Hudson Reporter Archive

DOMICILEThe Starter Home: What’s the Deal?

The current housing market fiasco was rooted in the subprime mortgage market.
No money? No problem—your dream home is yours with little or no money down. The problem of course was that those adjustable-rate mortgages eventually shot skyward, leaving hapless homeowners in the poor house.
The mortgage meltdown gave new meaning to the term “starter home.” For one, it used to be that a starter home was, well, a home. These days, first-timers are more likely to buy a condo or a townhouse.
Take Mark Torossian, 25, who bought his Cliffside Park condo in Winston Towers this past October, never considering the white-picket-fence route.
“I didn’t want to deal with ordering oil and shoveling snow,” says Torossian, who plans on staying in his two-bedroom condo for at least five years and perhaps renting it out when he does move.
Thanks to a disastrous sellers’ market, and buyers who demand urban conveniences, the whole notion of a starter home has changed.
Buyers used to look at their first purchase as just that—their first—with an eye toward selling soon.
“Now a lot of first-time buyers are looking at it as building up a real estate portfolio and they may never sell,” says Fort Lee Realtor Nelson Chen. “They may move eventually, but they’ll keep that first condo and rent it out.”
Buyers are also staying longer in their homes because a weaker sales market means it takes longer to recoup an investment.
“It used to be that people might have stayed maybe two or five years,” Chen says. “Now they have to stay at least five.”
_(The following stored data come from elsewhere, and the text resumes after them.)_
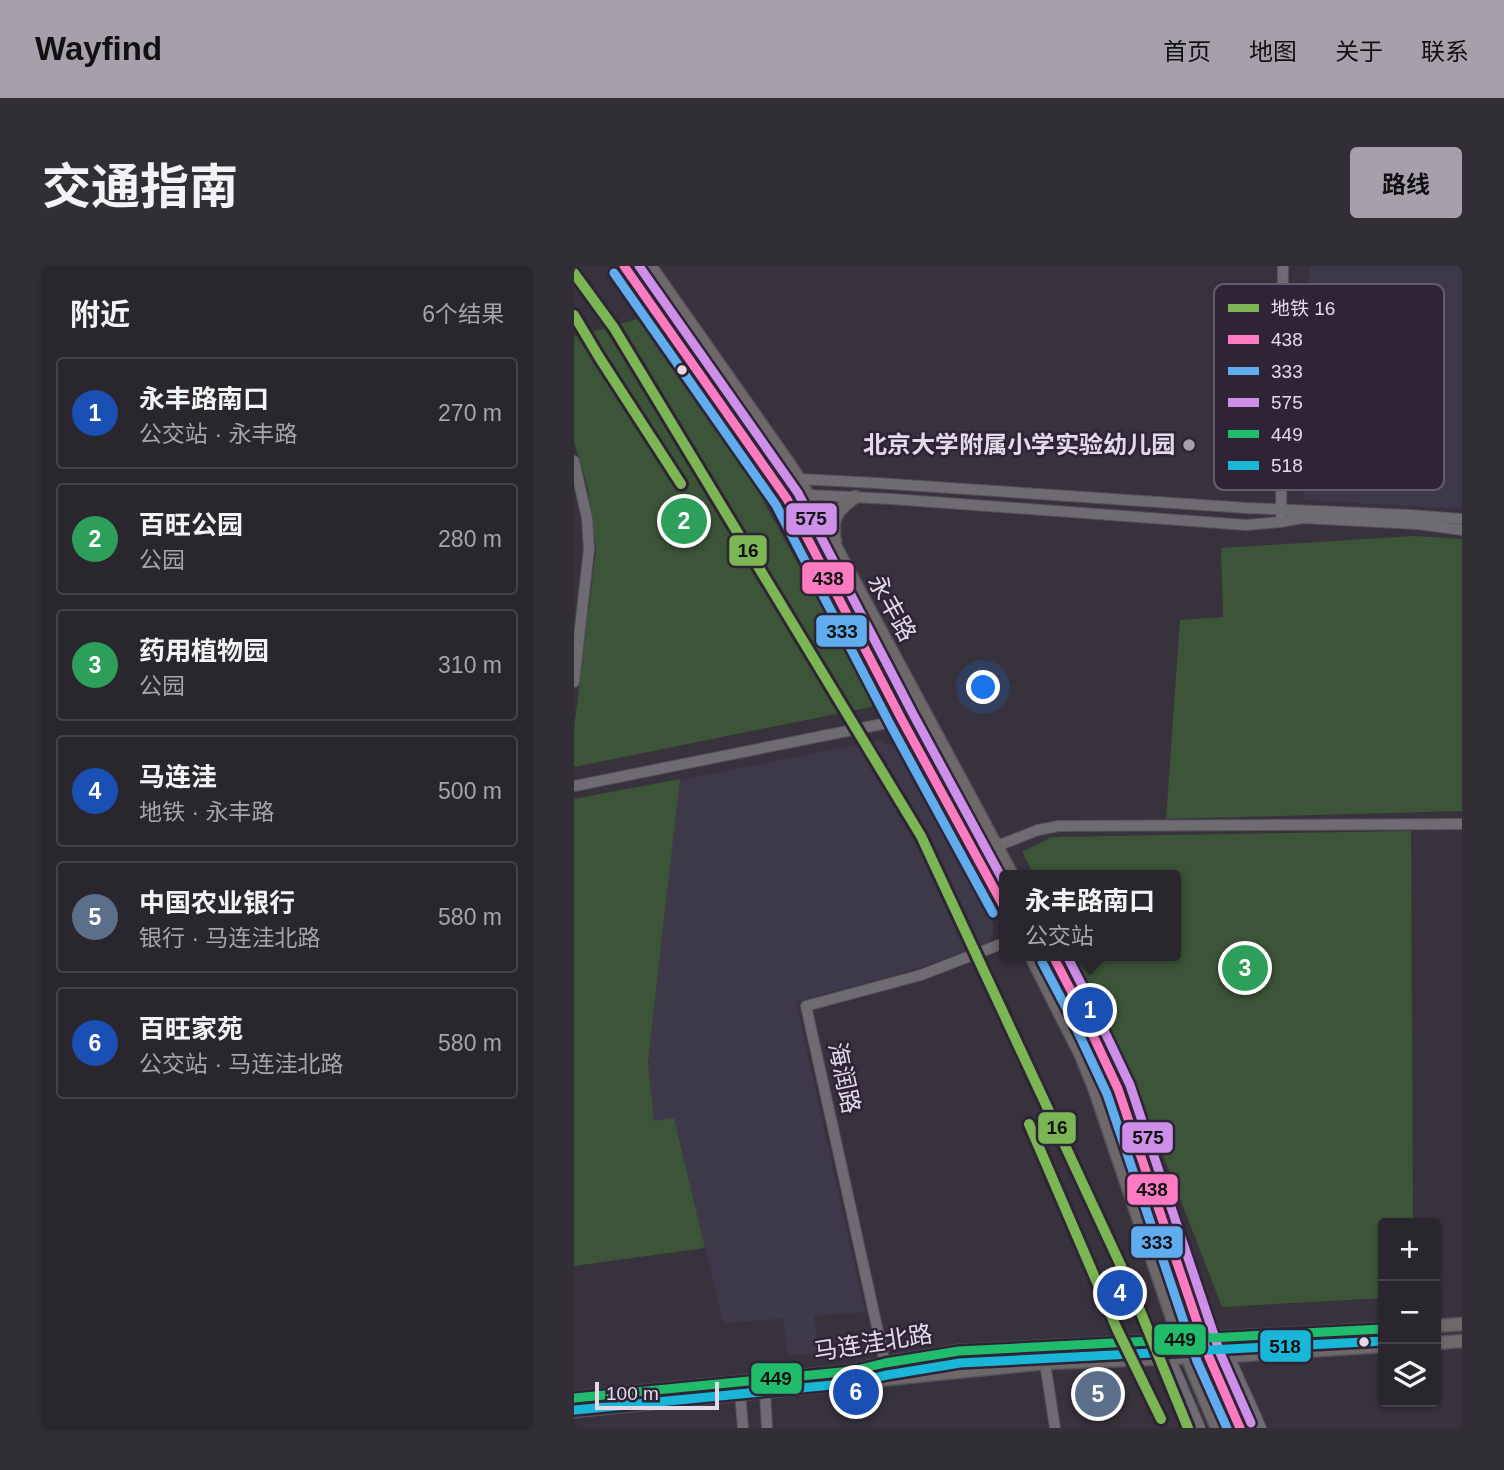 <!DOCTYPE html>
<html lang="zh">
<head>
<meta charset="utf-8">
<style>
	body { margin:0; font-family:Helvetica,"Noto Sans SC",sans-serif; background:#312e35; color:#f1f3f6 }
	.controls { position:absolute; right:21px; bottom:21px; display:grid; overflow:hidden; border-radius:7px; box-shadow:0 2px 5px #0004 }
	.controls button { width:63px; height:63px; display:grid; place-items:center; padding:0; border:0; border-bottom:2px solid #454349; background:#29262d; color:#f1f3f6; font:35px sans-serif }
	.scale { position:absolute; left:21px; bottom:18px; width:124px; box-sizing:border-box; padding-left:7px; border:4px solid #e2dbe7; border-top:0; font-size:19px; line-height:24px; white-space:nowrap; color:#e2dbe7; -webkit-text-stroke:5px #2e2436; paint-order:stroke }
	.you { position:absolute; left:410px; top:422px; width:24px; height:24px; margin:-18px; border:5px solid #fff; border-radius:50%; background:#1a73e8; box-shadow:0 0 0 10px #1a73e833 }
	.badge { display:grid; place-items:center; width:46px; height:46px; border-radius:50%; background:#a6a0ab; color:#fff; font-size:23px; font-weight:700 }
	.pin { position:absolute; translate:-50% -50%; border:4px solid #fff; box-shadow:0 2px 7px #0006 }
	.popup { position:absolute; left:425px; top:604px; width:182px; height:91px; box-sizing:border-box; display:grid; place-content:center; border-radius:7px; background:#29262d; filter:drop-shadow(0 2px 5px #0005); font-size:23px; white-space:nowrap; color:#a5a5aa }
	.popup b { font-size:26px; color:#f1f3f6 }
	.popup::after { content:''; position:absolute; left:50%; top:100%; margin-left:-14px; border:14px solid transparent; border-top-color:#29262d }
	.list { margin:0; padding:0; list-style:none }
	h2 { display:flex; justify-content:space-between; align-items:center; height:91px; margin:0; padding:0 28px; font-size:30px }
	h2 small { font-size:23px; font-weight:400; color:#a5a5aa }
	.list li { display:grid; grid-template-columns:46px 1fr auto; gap:21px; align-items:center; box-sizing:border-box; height:112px; margin:0 14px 14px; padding:0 14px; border:2px solid #454349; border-radius:7px }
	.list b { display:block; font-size:26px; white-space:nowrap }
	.list p { margin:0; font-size:23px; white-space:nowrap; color:#a5a5aa }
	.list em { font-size:23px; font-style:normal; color:#a5a5aa }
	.icon { flex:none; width:38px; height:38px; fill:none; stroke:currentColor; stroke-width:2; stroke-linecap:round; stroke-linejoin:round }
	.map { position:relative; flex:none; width:888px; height:1162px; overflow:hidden; border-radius:7px }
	header { display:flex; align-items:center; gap:42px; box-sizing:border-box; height:98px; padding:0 35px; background:#a6a0ab; color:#111 }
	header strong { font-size:33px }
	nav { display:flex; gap:38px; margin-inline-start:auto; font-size:24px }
	.intro { display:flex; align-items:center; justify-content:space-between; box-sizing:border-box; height:168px; padding:0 42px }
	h1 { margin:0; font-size:49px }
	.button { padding:18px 32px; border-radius:7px; background:#a6a0ab; color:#111; font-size:24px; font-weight:700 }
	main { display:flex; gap:42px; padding:0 42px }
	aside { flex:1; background:#29262d; border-radius:7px; box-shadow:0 2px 5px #0004 }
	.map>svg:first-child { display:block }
	.commercial { fill:#3d3949 }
	.green { fill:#3c5437 }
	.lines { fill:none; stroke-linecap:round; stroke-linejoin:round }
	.minor-casing { stroke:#55515a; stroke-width:12 }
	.major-casing { stroke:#55515a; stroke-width:15 }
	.minor { stroke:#6f6b72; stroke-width:10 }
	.major { stroke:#6f686a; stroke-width:12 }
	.bus-1-casing { stroke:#2e2436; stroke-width:14 }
	.bus-2-casing { stroke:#2e2436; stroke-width:14 }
	.bus-3-casing { stroke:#2e2436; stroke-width:14 }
	.bus-4-casing { stroke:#2e2436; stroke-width:14 }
	.bus-5-casing { stroke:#2e2436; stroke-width:14 }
	.bus-1 { stroke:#fe7ac1; stroke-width:9 }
	.bus-2 { stroke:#60acee; stroke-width:9 }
	.bus-3 { stroke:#ce8fe9; stroke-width:9 }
	.bus-4 { stroke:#20bc6c; stroke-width:9 }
	.bus-5 { stroke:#1ab6d8; stroke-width:9 }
	.metro-1-casing { stroke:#2e2436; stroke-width:16 }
	.metro-1 { stroke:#7cb553; stroke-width:10 }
	.bus-dot { fill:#e2dbe7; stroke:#2e2436; stroke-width:2.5 }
	.poi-dot { fill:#a6a0ab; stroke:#2e2436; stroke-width:2.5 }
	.labels { text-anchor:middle; stroke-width:5; stroke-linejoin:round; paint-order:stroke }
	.poi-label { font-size:24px; font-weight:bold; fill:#e2dbe7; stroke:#2e2436; text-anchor:end }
	.street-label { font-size:24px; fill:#e2dbe7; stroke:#2e2436 }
	.key { fill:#2e2436; stroke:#645b6b; stroke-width:2 }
	.key-label { font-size:19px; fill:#e2dbe7 }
	.line-badge { stroke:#2e2436; stroke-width:2.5 }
	.pale-badge-label { font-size:19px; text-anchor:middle; font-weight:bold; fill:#111 }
</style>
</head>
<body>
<header>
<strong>Wayfind</strong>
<nav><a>首页</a><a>地图</a><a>关于</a><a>联系</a></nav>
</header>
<div class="intro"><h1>交通指南</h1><a class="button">路线</a></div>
<main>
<aside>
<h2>附近<small>6个结果</small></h2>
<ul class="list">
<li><span class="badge" style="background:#1a4fb4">1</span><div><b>永丰路南口</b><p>公交站 · 永丰路</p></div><em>270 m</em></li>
<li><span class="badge" style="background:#2e9e5b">2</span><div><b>百旺公园</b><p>公园</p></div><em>280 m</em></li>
<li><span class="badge" style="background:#2e9e5b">3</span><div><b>药用植物园</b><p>公园</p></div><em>310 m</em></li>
<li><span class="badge" style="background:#1a4fb4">4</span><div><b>马连洼</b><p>地铁 · 永丰路</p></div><em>500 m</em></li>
<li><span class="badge" style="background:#5c6f8a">5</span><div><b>中国农业银行</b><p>银行 · 马连洼北路</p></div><em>580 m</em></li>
<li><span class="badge" style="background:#1a4fb4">6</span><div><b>百旺家苑</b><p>公交站 · 马连洼北路</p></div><em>580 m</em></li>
</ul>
</aside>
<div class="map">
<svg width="888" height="1162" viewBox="0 0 888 1162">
	<rect width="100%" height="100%" fill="#37323c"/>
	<g class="commercial">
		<polygon points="735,0 888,0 888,243 729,234"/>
		<polygon points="306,474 328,486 421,661 414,679 334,705 222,736 291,1046 240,1050 244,1088 213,1089 210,1053 149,1057 100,852 80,856 74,796 106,514"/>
	</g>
	<g class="green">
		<polygon points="63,53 185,227 302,440 0,501 0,463 22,283 14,222 0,176 0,71"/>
		<polygon points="840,270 888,273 888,545 592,553 606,354 649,351 647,282"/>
		<polygon points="106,513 74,796 80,855 100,852 131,982 0,1000 0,533"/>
		<polygon points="837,565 839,957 809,957 809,1032 648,1041 562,819 499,690 602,690 602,609 460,609 448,586 478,571"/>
	</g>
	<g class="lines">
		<g class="minor-casing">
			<g id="minor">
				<polyline points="0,195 13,252 15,283 0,416"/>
				<polyline points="213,233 225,213 302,217 673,242 836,249 888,253"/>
				<polyline points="213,233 234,229 318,233 672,259 706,256 728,252 844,258 888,264"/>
				<polyline points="707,249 709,0"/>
				<polyline points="0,520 328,454"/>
				<polyline points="423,580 464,564 485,560 888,558"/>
				<polyline points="605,1072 596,1092 626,1162"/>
				<polyline points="628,1072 655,1090 687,1162"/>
				<polyline points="311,1097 232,740 347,709 430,677"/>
				<polyline points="471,1097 481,1162"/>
				<polyline points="191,1125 193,1162"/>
				<polyline points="166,1127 169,1162"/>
			</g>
		</g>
		<g class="major-casing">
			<g id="major">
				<polyline points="50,0 194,205 213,233 328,454 430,641"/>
				<polyline points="76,0 213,195 225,213 438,609"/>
				<path d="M261,275C256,252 263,244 281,231"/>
				<polyline points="457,690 507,789 521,824 605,1072 643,1162"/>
				<polyline points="479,690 508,746 544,823 635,1091 666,1162"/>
				<polyline points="862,1060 888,1058"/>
				<polyline points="862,1077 888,1075"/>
				<polyline points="0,1132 278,1105 311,1097 385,1085 809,1063"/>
				<polyline points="0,1145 471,1097 655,1090 809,1080"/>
			</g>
		</g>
		<use href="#minor" class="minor"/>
		<use href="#major" class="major"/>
		<g class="bus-1-casing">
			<g id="bus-1">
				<polyline points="50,0 213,233 328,454 430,641"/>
				<polyline points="479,690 508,746 544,823 635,1091 666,1162"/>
			</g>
		</g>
		<g class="bus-2-casing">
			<g id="bus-2">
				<polyline points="40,7 202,239 317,460 419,647"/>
				<polyline points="468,696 497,751 533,828 623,1095 653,1162"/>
			</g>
		</g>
		<g class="bus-3-casing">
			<g id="bus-3">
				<polyline points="65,0 224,227 339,448 430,616"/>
				<polyline points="493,690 519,741 556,819 646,1087 677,1157"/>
			</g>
		</g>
		<g class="bus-4-casing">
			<polyline id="bus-4" points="0,1132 278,1105 311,1097 385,1085 809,1063"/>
		</g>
		<g class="bus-5-casing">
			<polyline id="bus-5" points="1,1144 279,1117 313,1109 386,1097 809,1075"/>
		</g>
		<use href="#bus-1" class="bus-1"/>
		<use href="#bus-2" class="bus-2"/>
		<use href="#bus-3" class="bus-3"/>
		<use href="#bus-4" class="bus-4"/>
		<use href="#bus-5" class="bus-5"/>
		<g class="metro-1-casing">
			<g id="metro-1">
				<polyline points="0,7 40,62 347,570 554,1015 614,1162"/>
				<polyline points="0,49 25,91 107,218"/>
				<polyline points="455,858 543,1063 587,1153"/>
			</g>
		</g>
		<use href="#metro-1" class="metro-1"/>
	</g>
	<g class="bus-dot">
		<circle cx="108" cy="104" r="6"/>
		<circle cx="790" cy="1076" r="6"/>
	</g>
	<circle class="poi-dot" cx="615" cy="179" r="7"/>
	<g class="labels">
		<g class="poi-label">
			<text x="601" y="187">北京大学附属小学实验幼儿园</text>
		</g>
		<g class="street-label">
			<text transform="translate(318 342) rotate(61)" y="8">永丰路</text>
			<text transform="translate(270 812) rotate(78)" y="8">海润路</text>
			<text transform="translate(299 1077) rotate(-9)" y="8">马连洼北路</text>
		</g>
	</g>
	<rect x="640" y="18" width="230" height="206" rx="10" class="key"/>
	<rect x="654" y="38" width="31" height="8" fill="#7cb553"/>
	<rect x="654" y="69" width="31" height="9" fill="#fe7ac1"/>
	<rect x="654" y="101" width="31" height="8" fill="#60acee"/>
	<rect x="654" y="132" width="31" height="9" fill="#ce8fe9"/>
	<rect x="654" y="164" width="31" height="8" fill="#20bc6c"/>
	<rect x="654" y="195" width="31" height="9" fill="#1ab6d8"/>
	<g class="key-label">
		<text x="697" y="49">地铁 16</text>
		<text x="697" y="80">438</text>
		<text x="697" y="112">333</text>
		<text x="697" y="143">575</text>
		<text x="697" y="175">449</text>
		<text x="697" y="206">518</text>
	</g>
	<g class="line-badge">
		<rect x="211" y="236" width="53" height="34" rx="7" fill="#ce8fe9"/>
		<rect x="154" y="268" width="40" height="33" rx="7" fill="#7cb553"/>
		<rect x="227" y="295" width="54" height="34" rx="7" fill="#fe7ac1"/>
		<rect x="241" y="348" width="53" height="34" rx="7" fill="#60acee"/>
		<rect x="463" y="845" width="40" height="34" rx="7" fill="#7cb553"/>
		<rect x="547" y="855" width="53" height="33" rx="7" fill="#ce8fe9"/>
		<rect x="552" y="907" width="53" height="33" rx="7" fill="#fe7ac1"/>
		<rect x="556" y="959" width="54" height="34" rx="7" fill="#60acee"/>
		<rect x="579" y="1057" width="54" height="33" rx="7" fill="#20bc6c"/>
		<rect x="685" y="1063" width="53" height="34" rx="7" fill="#1ab6d8"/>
		<rect x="176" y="1096" width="53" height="33" rx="7" fill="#20bc6c"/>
	</g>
	<g class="pale-badge-label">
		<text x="237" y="259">575</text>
		<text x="174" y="291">16</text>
		<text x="254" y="319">438</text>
		<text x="268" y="372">333</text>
		<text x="483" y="868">16</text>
		<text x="574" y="878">575</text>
		<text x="578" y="930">438</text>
		<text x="583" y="983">333</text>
		<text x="606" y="1080">449</text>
		<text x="711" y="1087">518</text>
		<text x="202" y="1119">449</text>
	</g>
</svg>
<div class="controls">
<button>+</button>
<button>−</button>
<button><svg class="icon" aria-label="layers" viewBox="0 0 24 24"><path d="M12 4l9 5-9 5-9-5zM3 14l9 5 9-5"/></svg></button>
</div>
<div class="scale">100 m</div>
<div class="you"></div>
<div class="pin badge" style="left:516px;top:744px;background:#1a4fb4">1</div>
<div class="popup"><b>永丰路南口</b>公交站</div>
<div class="pin badge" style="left:110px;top:255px;background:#2e9e5b">2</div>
<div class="pin badge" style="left:671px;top:702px;background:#2e9e5b">3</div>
<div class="pin badge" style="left:546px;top:1027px;background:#1a4fb4">4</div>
<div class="pin badge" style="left:524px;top:1128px;background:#5c6f8a">5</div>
<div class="pin badge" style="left:282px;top:1126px;background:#1a4fb4">6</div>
</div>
</main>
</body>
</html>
First-timers are also shunning fixer-uppers.
“It used to be that people wanted ‘The House,’ and they were willing to do some work,” Chen says. “Now people are saying, ‘I can afford The House, but I don’t want it.’ People are busy.”
The way first-time buyers finance has also changed. Leading up to the subprime debacle, 80 percent of Chen’s clients took out adjustable-rate mortgages, or at the longest, seven-year mortgages. Now, burned by soaring rates, 90 percent take traditional 30-year fixed loans.
Just five years ago, Cliffside Park mortgage banker David Martinelli says his Wells Fargo office did very few Federal Housing Authority (FHA) loans. Now about one-third of his first-time buyers get mortgages from FHA, which offer a little more flexibility but still more scrutiny than the much-maligned subprime loans.
In this shaky market, Mark Torossian probably made the right decision.
“This is my opportunity to make a quality investment,” he says.